======== Information ========

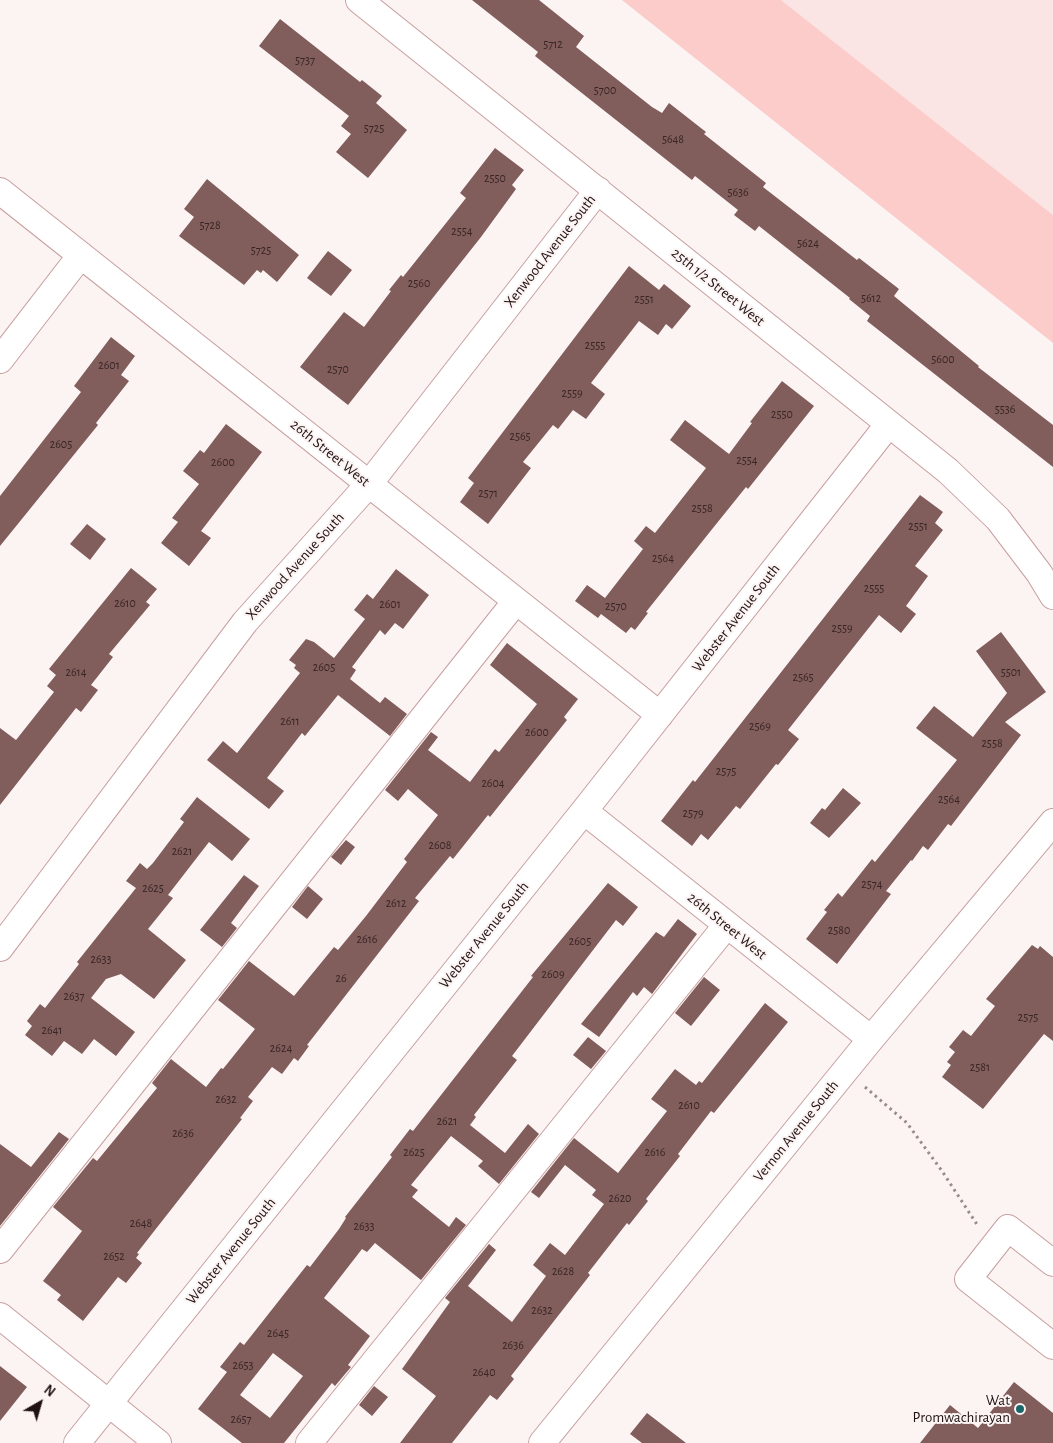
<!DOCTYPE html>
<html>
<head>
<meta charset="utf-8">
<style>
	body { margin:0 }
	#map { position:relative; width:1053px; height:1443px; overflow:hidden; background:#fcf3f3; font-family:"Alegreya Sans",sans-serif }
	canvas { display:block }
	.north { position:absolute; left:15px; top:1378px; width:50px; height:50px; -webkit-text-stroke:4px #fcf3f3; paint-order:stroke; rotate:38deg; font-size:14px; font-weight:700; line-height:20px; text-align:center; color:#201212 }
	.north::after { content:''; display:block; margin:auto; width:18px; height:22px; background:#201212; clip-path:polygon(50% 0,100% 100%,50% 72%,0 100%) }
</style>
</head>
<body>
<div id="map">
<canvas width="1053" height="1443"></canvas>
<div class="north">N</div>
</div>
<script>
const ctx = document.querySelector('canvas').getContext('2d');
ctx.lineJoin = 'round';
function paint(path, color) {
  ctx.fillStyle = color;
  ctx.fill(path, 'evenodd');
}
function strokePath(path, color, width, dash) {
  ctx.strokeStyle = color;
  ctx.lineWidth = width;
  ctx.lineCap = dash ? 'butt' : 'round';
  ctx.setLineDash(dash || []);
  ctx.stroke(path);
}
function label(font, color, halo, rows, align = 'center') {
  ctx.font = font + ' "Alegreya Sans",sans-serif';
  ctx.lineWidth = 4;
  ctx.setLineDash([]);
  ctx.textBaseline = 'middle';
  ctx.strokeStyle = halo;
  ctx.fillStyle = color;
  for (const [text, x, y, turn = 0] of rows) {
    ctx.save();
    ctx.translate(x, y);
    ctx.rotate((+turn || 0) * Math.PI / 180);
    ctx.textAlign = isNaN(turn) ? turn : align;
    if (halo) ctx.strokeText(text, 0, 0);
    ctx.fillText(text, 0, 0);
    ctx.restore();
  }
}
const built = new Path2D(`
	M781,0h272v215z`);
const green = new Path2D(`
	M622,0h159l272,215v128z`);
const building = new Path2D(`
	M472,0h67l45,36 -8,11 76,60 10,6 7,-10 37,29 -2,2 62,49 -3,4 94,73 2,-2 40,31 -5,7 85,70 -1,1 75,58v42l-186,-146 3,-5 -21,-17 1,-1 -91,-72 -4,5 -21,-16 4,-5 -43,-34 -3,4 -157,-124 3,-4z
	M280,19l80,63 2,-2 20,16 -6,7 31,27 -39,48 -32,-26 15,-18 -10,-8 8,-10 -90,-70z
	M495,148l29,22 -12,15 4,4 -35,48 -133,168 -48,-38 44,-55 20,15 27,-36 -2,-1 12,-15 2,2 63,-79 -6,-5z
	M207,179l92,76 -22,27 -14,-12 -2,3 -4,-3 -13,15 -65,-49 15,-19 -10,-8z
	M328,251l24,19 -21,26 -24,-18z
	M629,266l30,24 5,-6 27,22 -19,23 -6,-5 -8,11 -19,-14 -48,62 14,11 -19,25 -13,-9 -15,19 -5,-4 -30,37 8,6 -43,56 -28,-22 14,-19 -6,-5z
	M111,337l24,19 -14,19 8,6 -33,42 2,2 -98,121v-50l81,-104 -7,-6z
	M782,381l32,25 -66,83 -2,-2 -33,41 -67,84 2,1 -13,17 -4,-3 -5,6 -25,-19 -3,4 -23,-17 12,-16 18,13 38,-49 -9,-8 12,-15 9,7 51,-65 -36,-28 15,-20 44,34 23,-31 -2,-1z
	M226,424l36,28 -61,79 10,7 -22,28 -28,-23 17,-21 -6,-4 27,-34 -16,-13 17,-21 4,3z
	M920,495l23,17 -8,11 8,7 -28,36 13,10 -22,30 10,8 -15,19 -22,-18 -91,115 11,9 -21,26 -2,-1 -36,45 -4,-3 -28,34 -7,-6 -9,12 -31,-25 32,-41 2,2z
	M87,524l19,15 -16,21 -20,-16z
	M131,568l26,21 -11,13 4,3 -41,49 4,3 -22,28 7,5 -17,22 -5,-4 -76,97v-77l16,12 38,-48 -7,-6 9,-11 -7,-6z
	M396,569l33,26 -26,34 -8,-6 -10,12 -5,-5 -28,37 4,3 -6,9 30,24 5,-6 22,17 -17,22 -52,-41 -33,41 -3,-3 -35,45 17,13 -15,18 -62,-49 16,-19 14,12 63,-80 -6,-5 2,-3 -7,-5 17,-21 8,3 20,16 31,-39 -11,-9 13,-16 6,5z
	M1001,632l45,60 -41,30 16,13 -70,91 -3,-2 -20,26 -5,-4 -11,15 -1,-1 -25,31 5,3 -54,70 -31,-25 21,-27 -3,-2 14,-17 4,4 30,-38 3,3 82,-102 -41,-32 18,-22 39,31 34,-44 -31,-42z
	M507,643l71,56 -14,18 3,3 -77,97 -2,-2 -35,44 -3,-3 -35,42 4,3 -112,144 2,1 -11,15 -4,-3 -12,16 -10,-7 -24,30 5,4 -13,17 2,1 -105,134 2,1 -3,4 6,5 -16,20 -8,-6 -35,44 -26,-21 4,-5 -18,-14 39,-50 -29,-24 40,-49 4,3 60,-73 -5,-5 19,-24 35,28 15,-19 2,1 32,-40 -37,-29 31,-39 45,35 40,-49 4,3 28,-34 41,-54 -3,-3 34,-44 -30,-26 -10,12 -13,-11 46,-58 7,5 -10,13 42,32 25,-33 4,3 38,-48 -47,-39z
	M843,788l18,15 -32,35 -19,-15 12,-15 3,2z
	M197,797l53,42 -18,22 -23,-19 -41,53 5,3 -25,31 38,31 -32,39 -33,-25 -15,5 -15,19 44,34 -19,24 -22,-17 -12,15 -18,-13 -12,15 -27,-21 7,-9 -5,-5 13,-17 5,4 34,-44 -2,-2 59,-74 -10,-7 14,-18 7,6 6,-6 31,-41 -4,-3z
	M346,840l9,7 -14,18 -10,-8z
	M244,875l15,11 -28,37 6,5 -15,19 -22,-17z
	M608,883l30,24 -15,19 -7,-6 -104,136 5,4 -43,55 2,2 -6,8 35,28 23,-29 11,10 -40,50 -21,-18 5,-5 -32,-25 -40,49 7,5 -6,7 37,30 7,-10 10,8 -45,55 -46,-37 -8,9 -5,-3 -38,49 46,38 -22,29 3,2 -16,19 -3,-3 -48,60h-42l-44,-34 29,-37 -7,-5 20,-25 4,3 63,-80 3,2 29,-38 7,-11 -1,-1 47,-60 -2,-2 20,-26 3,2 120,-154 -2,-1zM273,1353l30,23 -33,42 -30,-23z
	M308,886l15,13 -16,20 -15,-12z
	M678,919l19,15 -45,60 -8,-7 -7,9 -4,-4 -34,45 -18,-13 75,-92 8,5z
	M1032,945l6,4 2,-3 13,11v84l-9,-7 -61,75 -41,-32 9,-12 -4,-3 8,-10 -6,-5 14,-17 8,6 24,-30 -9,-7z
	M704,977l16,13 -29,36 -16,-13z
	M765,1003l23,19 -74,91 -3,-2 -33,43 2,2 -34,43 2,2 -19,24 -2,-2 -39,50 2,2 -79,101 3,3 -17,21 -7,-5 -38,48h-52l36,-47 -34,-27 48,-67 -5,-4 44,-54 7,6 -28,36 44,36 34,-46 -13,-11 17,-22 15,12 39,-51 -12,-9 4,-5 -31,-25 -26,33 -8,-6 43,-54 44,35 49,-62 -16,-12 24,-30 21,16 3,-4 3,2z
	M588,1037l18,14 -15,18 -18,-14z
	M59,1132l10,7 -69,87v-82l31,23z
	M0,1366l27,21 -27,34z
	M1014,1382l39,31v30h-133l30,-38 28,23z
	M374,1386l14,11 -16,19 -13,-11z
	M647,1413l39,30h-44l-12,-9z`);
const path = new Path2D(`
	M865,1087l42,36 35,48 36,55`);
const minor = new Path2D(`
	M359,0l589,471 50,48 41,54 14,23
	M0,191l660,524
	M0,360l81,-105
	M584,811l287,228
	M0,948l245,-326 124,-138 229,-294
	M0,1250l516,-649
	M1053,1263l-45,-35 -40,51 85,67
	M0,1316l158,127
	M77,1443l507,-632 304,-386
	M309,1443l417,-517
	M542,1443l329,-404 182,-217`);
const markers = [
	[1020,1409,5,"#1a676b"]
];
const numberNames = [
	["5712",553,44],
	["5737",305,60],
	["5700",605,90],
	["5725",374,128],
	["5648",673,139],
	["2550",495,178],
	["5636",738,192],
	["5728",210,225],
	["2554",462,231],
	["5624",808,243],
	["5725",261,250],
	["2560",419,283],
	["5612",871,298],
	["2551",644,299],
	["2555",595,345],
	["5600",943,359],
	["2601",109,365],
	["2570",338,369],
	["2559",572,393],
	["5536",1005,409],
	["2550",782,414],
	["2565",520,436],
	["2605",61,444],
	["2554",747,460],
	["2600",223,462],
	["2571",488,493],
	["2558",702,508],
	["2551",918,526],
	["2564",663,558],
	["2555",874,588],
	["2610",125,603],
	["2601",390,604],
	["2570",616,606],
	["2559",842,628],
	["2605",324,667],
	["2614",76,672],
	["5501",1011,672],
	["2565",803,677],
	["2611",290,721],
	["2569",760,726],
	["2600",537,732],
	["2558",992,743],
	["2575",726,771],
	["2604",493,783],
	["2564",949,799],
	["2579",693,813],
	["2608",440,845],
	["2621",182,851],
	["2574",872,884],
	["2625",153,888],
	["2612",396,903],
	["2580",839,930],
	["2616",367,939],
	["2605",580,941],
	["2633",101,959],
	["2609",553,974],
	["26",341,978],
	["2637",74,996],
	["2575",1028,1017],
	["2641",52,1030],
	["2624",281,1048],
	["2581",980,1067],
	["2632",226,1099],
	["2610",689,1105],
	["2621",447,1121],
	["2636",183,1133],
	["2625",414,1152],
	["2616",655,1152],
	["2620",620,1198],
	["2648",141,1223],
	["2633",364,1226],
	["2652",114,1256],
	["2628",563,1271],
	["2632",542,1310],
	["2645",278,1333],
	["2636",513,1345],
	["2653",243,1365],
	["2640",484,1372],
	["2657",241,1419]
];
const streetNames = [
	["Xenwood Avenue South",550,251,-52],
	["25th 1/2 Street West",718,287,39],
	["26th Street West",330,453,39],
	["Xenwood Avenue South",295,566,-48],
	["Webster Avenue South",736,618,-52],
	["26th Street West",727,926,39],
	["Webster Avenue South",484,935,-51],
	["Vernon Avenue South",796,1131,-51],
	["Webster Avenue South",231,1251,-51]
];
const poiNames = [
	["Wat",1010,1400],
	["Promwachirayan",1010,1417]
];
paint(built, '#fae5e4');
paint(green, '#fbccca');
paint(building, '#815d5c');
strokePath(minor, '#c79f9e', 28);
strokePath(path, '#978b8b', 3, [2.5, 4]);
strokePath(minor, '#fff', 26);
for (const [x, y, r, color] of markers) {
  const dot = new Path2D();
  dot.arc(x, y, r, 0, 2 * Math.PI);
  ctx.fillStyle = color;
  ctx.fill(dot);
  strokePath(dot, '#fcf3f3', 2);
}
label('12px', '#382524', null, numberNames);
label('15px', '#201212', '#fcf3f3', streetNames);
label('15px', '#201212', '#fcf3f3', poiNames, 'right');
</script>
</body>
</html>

========

The answer must consist of each line from the data that includes the string "rows".

- **Solution below**:
function label(font, color, halo, rows, align = 'center') {
  for (const [text, x, y, turn = 0] of rows) {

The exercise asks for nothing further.